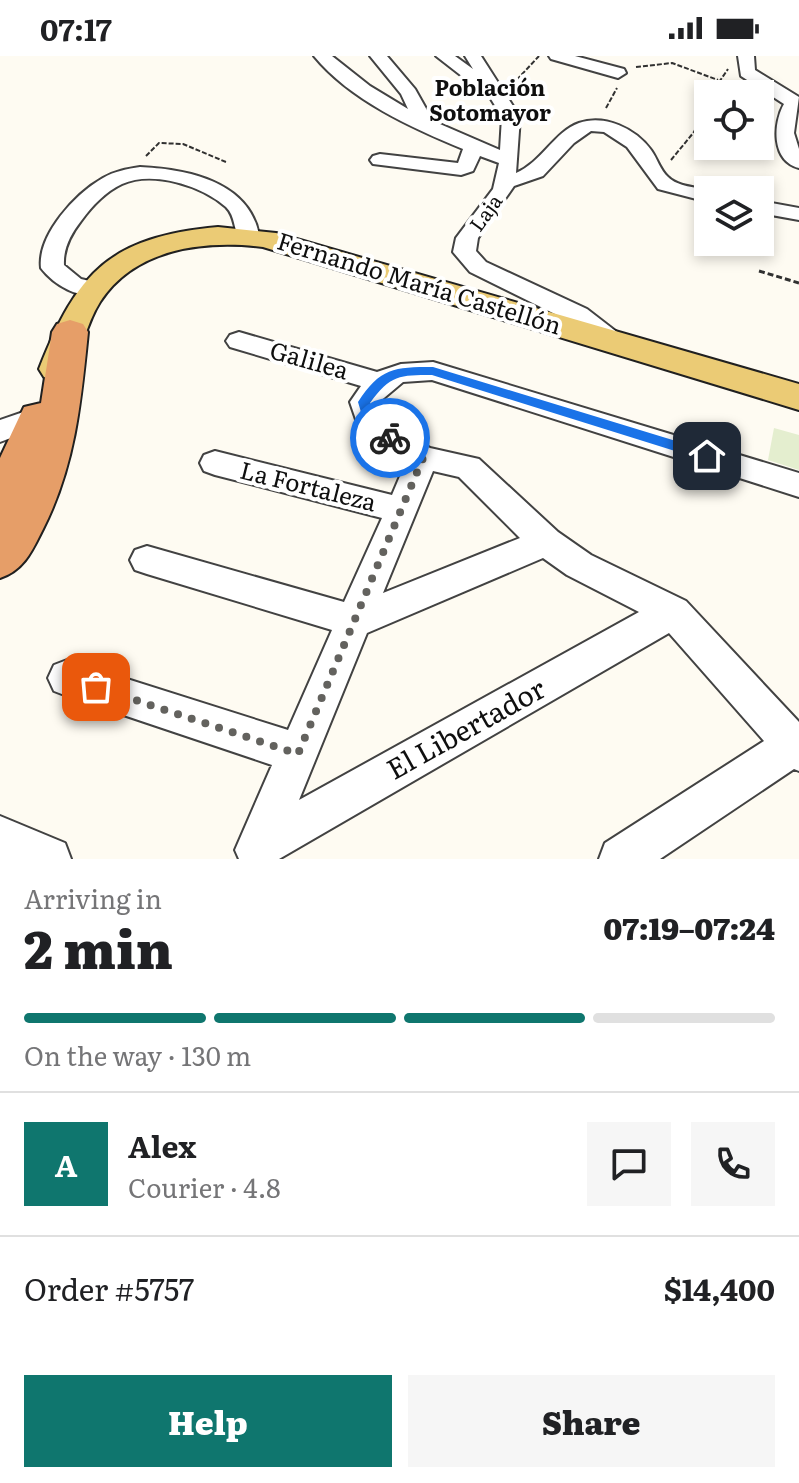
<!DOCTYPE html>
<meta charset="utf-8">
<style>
body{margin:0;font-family:Literata,serif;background:#f6f6f6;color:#202124;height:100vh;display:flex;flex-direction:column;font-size:30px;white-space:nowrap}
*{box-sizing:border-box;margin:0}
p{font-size:26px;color:#757577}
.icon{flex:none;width:44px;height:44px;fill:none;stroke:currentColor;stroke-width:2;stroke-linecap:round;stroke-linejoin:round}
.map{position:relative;height:803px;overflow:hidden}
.panel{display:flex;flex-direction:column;background:#fff;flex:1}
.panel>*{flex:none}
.tools{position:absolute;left:694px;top:24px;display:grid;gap:16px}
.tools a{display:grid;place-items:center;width:80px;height:80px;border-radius:0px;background:#fff;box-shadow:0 4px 12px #0003;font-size:40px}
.pin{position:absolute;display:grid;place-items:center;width:68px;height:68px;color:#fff;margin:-34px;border-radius:16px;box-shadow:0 4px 12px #0006}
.courier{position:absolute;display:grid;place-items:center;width:80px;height:80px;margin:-40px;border:6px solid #1a73e8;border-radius:50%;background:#fff;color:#222;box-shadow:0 2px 10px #0007}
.summary em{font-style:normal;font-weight:800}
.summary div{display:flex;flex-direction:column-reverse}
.summary{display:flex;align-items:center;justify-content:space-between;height:136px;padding:0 24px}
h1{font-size:52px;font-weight:800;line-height:60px}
.bar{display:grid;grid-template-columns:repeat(4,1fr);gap:12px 8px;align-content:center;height:96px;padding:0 24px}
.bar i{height:10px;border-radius:6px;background:#e0e0e0}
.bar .selected{background:#0f766e}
.bar p{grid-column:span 4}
.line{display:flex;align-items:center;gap:20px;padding:0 24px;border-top:2px solid #e0e0e0}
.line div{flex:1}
.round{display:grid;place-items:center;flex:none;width:84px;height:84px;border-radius:0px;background:#f6f6f6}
.button{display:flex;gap:16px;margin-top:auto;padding:16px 24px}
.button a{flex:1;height:92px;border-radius:0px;background:#0f766e;color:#fff;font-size:32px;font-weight:800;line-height:92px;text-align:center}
.button a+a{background:#f6f6f6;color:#202124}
.status{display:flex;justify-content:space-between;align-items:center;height:56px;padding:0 40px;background:#fff;direction:ltr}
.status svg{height:22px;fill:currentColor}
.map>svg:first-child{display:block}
</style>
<div class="status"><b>07:17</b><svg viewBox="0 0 49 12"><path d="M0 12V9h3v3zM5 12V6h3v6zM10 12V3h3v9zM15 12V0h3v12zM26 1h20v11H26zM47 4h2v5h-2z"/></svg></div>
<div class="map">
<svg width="799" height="803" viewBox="0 0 799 803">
<rect width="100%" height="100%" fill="#fefbf2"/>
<polygon fill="#e4eecf" points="774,372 799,379 799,414 768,404"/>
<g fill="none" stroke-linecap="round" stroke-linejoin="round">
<g stroke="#424242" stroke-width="4">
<g id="minor">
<path d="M314,0h18l38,30 38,23 -7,-15 -31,-38h17l28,33 18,32 67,29 2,-33 -19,-31 -11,-2 -36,-28h19l18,13 -8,-13h16l39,61 -4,56c26,-11 38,-41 63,-50 26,-9 57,6 72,27 6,8 9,20 17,27 10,10 28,10 41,13l-1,12 -50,-13 -31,-42 -23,-15 -13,-1 -17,12 -31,33 -29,10 -36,52 -2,13 10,11 101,47 35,27 4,6 -4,6 -9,3 -9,-3 -35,-27 -99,-49 -17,-20 3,-14 37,-49 6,-26 -19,-7 -7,15 -12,4 -88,-11 -3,-4 3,-4 7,-2 78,9 5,-14c-51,-21 -113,-49 -149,-93z"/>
<polygon points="549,0 575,0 624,13 626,17 618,22 551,3"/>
<path d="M738,0h16l1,14 44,27 -5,36 5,16v19c-28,-7 -26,-45 -15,-64l-43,-28z"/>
<path d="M140,111c46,2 109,14 119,68l-11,7 -8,-2c-7,-11 -4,-23 -14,-33 -24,-21 -73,-37 -104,-23 -17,8 -30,22 -41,37 -10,13 -18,27 -17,44l17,14 21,5 3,5 -3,5c-23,6 -48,-9 -61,-26 -4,-33 35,-75 62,-90 12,-7 24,-9 37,-11z"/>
<polygon points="760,145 799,152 799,164 760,157"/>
<path d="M239,276l138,40 24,-8 32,-2 366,111v24l-367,-117 -29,2 -25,21 6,17 46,28 49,11 79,73 33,23 95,46 113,121v49l-5,-2 -134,90h-61l6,-16 159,-102 -95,-108 -390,226h-40l-4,-9 37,-85 -205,-69 -13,-5 -6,-13 6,-13 13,-5 221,70 44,-100 -185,-56 -12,-4 -5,-10 5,-10 12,-4 197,56 38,-84 -167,-43 -11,-4 -4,-8 4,-8 11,-4 177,44 14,-33 -45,-28 -11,-32 11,-16 -131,-39 -4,-6 4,-6zM433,415l26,6 61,61 -137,55zM543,502l24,17 72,37 -340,188 68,-167z"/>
<polygon points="38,351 48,354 52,361 48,368 0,386 0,364"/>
<polygon points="0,760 65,787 71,803 0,803"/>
</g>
</g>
<g stroke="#202020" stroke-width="4">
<path id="major" d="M218,171l58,6 523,151v26l-536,-163c-59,-7 -128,1 -163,55 -15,23 -18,52 -32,75l-12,4 -12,-4 -5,-8c38,-97 71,-132 179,-142z"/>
</g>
<g stroke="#202020" stroke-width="4">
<path id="highway" d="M70,264l13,4 5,8c-7,70 -13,134 -45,197 -11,22 -19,41 -43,49v-120l24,-51 17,-4 11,-71 5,-8z"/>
</g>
<g stroke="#313131" stroke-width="2" stroke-dasharray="5 2" stroke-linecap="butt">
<polyline points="636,11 672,7 718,24"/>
<polyline points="512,29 539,0"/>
<polyline points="711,38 728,13"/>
<polyline points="606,52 617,32"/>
<polyline points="146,100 159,87 183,88 226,106"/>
<polyline points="671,104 694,76 708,46"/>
</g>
<polyline stroke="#313131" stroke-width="3" stroke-dasharray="6 3" stroke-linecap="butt" points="759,215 799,227"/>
<use href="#minor" fill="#fff" fill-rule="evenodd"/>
<use href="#major" fill="#ebcb75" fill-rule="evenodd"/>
<use href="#highway" fill="#e69e68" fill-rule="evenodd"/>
</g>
<path fill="#1a73e8" d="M433,311l279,85 2,4 -7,5 -275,-86c-32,0 -42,0 -62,28l6,21 18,10v7h-9l-19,-12 -8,-27c22,-34 36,-35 75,-35z"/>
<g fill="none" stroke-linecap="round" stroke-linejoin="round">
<polyline stroke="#63625e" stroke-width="8" stroke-dasharray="0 14.4" points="96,631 298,698 423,402 390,382"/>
</g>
<g text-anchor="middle" stroke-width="8" stroke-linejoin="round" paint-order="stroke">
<g font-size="20" fill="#0f0f0f" stroke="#fff">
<text transform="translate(486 157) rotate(-54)" y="7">Laja</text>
</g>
<g font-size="22" font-weight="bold" fill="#0f0f0f" stroke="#fff">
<text x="490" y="40">Población<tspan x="490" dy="25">Sotomayor</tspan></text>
</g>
<g font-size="24" fill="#0f0f0f" stroke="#fff">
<text transform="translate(419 228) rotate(17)" y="8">Fernando María Castellón</text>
<text transform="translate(309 305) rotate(16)" y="8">Galilea</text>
<text transform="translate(308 431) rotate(14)" y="8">La Fortaleza</text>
</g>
<g font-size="28" fill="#0f0f0f" stroke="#fff">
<text transform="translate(466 673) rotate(-29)" y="10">El Libertador</text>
</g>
</g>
</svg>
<div class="tools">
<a><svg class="icon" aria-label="locate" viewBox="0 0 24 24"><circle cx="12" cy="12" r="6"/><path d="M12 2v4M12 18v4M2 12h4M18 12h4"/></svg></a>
<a><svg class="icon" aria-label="layers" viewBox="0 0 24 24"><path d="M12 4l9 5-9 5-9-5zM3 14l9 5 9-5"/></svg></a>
</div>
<div class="pin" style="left:96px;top:631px;background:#ea580c"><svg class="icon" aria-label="bag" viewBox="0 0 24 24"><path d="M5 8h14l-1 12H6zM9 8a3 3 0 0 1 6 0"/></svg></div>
<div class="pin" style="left:707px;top:400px;background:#1f2937"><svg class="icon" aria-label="home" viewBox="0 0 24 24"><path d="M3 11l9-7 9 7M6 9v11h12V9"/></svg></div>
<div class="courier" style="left:390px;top:382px"><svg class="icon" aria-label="bike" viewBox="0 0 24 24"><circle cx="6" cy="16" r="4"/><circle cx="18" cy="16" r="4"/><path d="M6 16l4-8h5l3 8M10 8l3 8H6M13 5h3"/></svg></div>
</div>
<section class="panel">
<div class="summary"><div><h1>2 min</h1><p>Arriving in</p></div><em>07:19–07:24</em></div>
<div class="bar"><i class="selected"></i><i class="selected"></i><i class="selected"></i><i></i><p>On the way · 130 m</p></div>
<div class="line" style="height:144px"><b class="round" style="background:#0f766e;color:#fff">A</b><div><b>Alex</b><p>Courier · 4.8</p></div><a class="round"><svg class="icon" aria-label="chat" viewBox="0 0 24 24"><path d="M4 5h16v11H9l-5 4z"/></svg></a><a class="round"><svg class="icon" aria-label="phone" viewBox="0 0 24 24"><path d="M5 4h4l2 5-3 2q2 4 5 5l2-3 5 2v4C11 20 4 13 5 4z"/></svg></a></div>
<div class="line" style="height:104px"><div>Order #5757</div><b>$14,400</b></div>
<div class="button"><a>Help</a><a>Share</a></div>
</section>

- Aim of the task
Exactly how many lines in the records contain the string "currentColor"? Give that number alone.

- Expected output
2